## Task
Pictures aside, write out every record exactly as it appears.

START Dataset excerpts

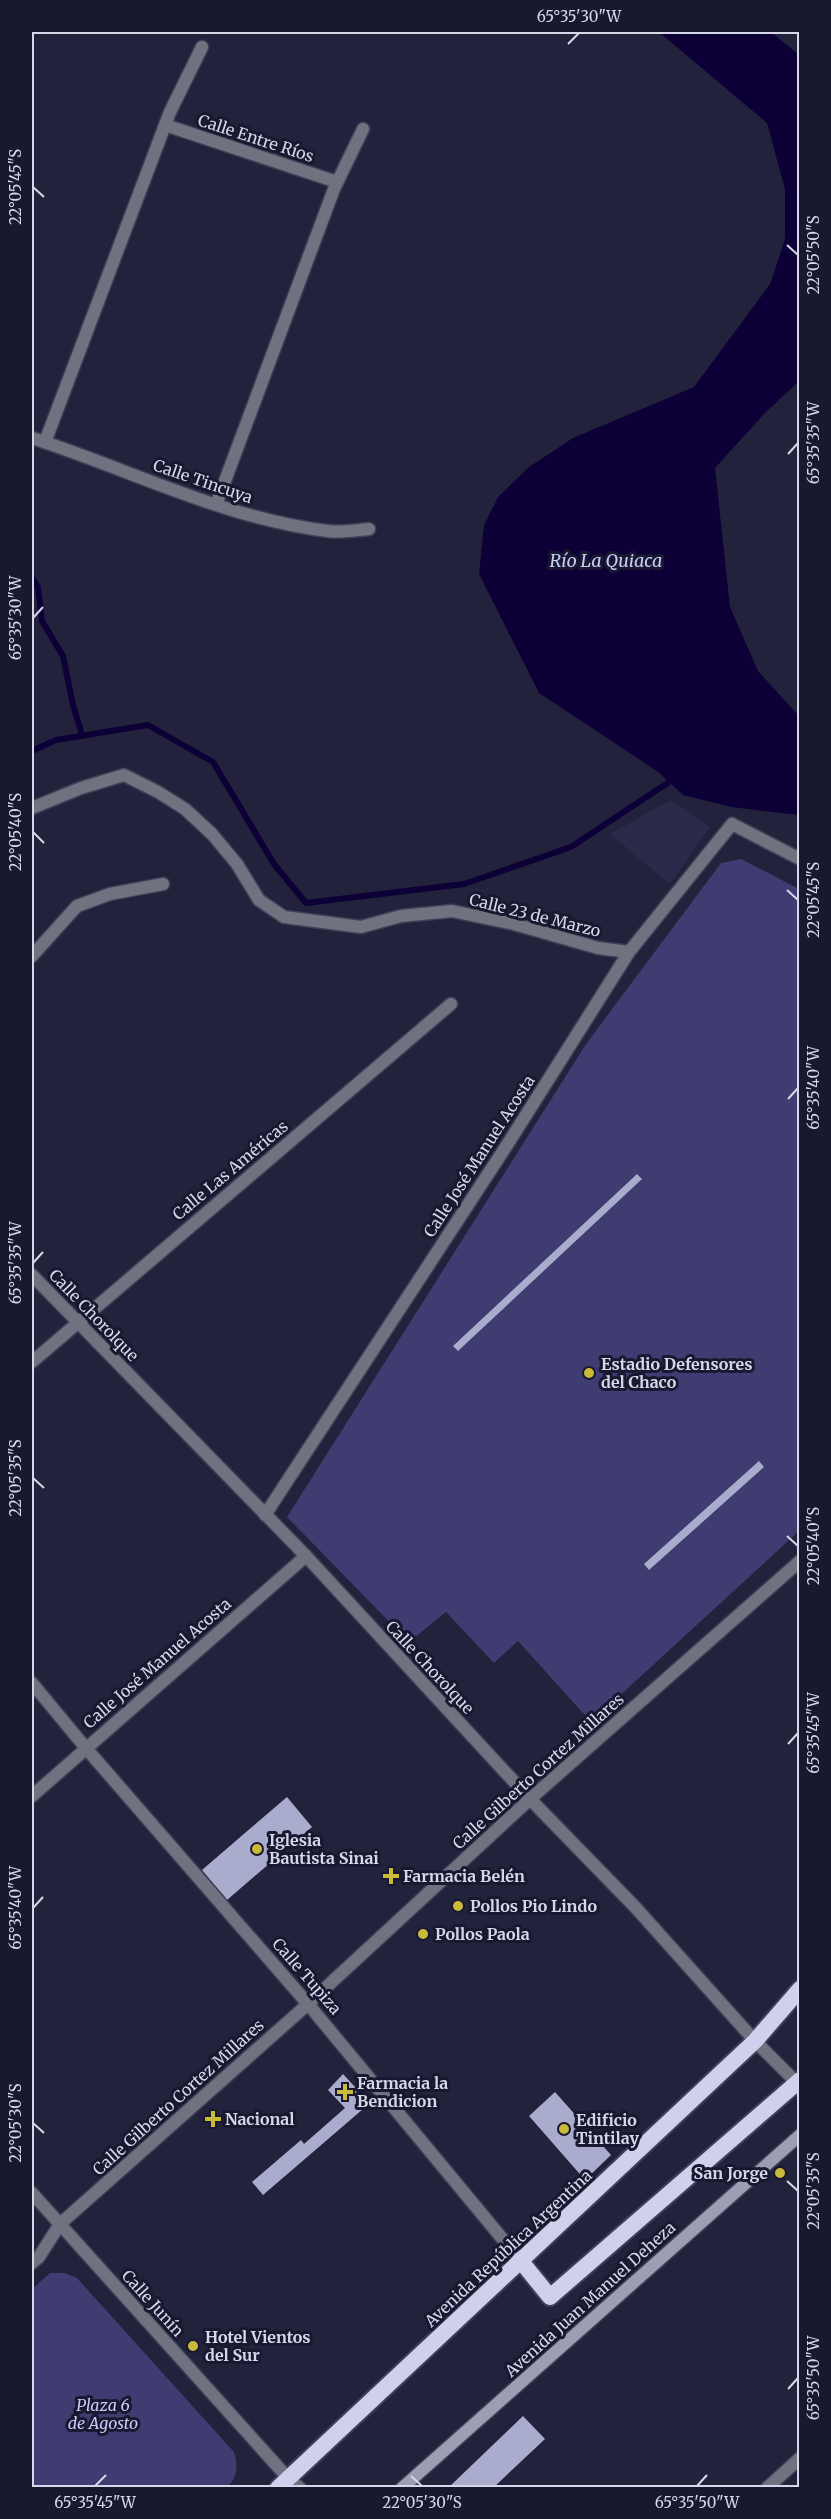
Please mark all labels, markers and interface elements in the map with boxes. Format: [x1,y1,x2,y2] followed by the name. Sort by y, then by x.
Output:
[537,7,622,26] text: 65°35'30"W
[196,110,317,166] street label: Calle Entre Ríos
[6,149,25,225] text: 22°05'45"S
[804,215,823,295] text: 22°05'50"S
[804,401,823,484] text: 65°35'35"W
[151,455,256,507] street label: Calle Tincuya
[550,549,662,572] water label: Río La Quiaca
[6,575,25,660] text: 65°35'30"W
[6,793,25,871] text: 22°05'40"S
[804,862,823,938] text: 22°05'45"S
[467,889,603,941] street label: Calle 23 de Marzo
[804,1045,823,1130] text: 65°35'40"W
[419,1071,539,1241] street label: Calle José Manuel Acosta
[168,1116,292,1224] street label: Calle Las Américas
[6,1221,25,1304] text: 65°35'35"W
[45,1265,143,1365] street label: Calle Chorolque
[601,1354,752,1392] place label: Estadio Defensores del Chaco
[582,1366,596,1380] marker: Estadio Defensores del Chaco
[6,1439,25,1517] text: 22°05'35"S
[804,1507,823,1585] text: 22°05'40"S
[79,1593,235,1733] street label: Calle José Manuel Acosta
[382,1616,478,1718] street label: Calle Chorolque
[448,1689,628,1853] street label: Calle Gilberto Cortez Millares
[804,1691,823,1774] text: 65°35'45"W
[269,1830,379,1868] place label: Iglesia Bautista Sinai
[250,1842,264,1856] marker: Iglesia Bautista Sinai
[6,1865,25,1950] text: 65°35'40"W
[403,1866,525,1886] place label: Farmacia Belén
[384,1869,398,1883] marker: Farmacia Belén
[470,1896,597,1916] place label: Pollos Pio Lindo
[451,1899,465,1913] marker: Pollos Pio Lindo
[435,1924,530,1944] place label: Pollos Paola
[416,1927,430,1941] marker: Pollos Paola
[268,1934,346,2019] street label: Calle Tupiza
[88,2015,268,2179] street label: Calle Gilberto Cortez Millares
[357,2073,448,2111] place label: Farmacia la Bendicion
[6,2083,25,2163] text: 22°05'30"S
[338,2085,352,2099] marker: Farmacia la Bendicion
[225,2109,295,2129] place label: Nacional
[576,2110,639,2148] place label: Edificio Tintilay
[206,2112,220,2126] marker: Nacional
[557,2122,571,2136] marker: Edificio Tintilay
[804,2152,823,2230] text: 22°05'35"S
[694,2163,768,2183] place label: San Jorge
[419,2165,596,2332] street label: Avenida República Argentina
[773,2166,787,2180] marker: San Jorge
[500,2217,680,2382] street label: Avenida Juan Manuel Deheza
[118,2265,188,2341] street label: Calle Junín
[205,2327,311,2365] place label: Hotel Vientos del Sur
[804,2335,823,2420] text: 65°35'50"W
[186,2339,200,2353] marker: Hotel Vientos del Sur
[68,2395,138,2433] park label: Plaza 6 de Agosto
[54,2493,137,2512] text: 65°35'45"W
[382,2493,462,2512] text: 22°05'30"S
[655,2493,740,2512] text: 65°35'50"W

END Dataset excerpts

## Solution to the exercise
Please mark all labels, markers and interface elements in the map with boxes. Format: [x1,y1,x2,y2] followed by the name. Sort by y, then by x.
Output:
[537,7,622,26] text: 65°35'30"W
[196,110,317,166] street label: Calle Entre Ríos
[6,149,25,225] text: 22°05'45"S
[804,215,823,295] text: 22°05'50"S
[804,401,823,484] text: 65°35'35"W
[151,455,256,507] street label: Calle Tincuya
[550,549,662,572] water label: Río La Quiaca
[6,575,25,660] text: 65°35'30"W
[6,793,25,871] text: 22°05'40"S
[804,862,823,938] text: 22°05'45"S
[467,889,603,941] street label: Calle 23 de Marzo
[804,1045,823,1130] text: 65°35'40"W
[419,1071,539,1241] street label: Calle José Manuel Acosta
[168,1116,292,1224] street label: Calle Las Américas
[6,1221,25,1304] text: 65°35'35"W
[45,1265,143,1365] street label: Calle Chorolque
[601,1354,752,1392] place label: Estadio Defensores del Chaco
[582,1366,596,1380] marker: Estadio Defensores del Chaco
[6,1439,25,1517] text: 22°05'35"S
[804,1507,823,1585] text: 22°05'40"S
[79,1593,235,1733] street label: Calle José Manuel Acosta
[382,1616,478,1718] street label: Calle Chorolque
[448,1689,628,1853] street label: Calle Gilberto Cortez Millares
[804,1691,823,1774] text: 65°35'45"W
[269,1830,379,1868] place label: Iglesia Bautista Sinai
[250,1842,264,1856] marker: Iglesia Bautista Sinai
[6,1865,25,1950] text: 65°35'40"W
[403,1866,525,1886] place label: Farmacia Belén
[384,1869,398,1883] marker: Farmacia Belén
[470,1896,597,1916] place label: Pollos Pio Lindo
[451,1899,465,1913] marker: Pollos Pio Lindo
[435,1924,530,1944] place label: Pollos Paola
[416,1927,430,1941] marker: Pollos Paola
[268,1934,346,2019] street label: Calle Tupiza
[88,2015,268,2179] street label: Calle Gilberto Cortez Millares
[357,2073,448,2111] place label: Farmacia la Bendicion
[6,2083,25,2163] text: 22°05'30"S
[338,2085,352,2099] marker: Farmacia la Bendicion
[225,2109,295,2129] place label: Nacional
[576,2110,639,2148] place label: Edificio Tintilay
[206,2112,220,2126] marker: Nacional
[557,2122,571,2136] marker: Edificio Tintilay
[804,2152,823,2230] text: 22°05'35"S
[694,2163,768,2183] place label: San Jorge
[419,2165,596,2332] street label: Avenida República Argentina
[773,2166,787,2180] marker: San Jorge
[500,2217,680,2382] street label: Avenida Juan Manuel Deheza
[118,2265,188,2341] street label: Calle Junín
[205,2327,311,2365] place label: Hotel Vientos del Sur
[804,2335,823,2420] text: 65°35'50"W
[186,2339,200,2353] marker: Hotel Vientos del Sur
[68,2395,138,2433] park label: Plaza 6 de Agosto
[54,2493,137,2512] text: 65°35'45"W
[382,2493,462,2512] text: 22°05'30"S
[655,2493,740,2512] text: 65°35'50"W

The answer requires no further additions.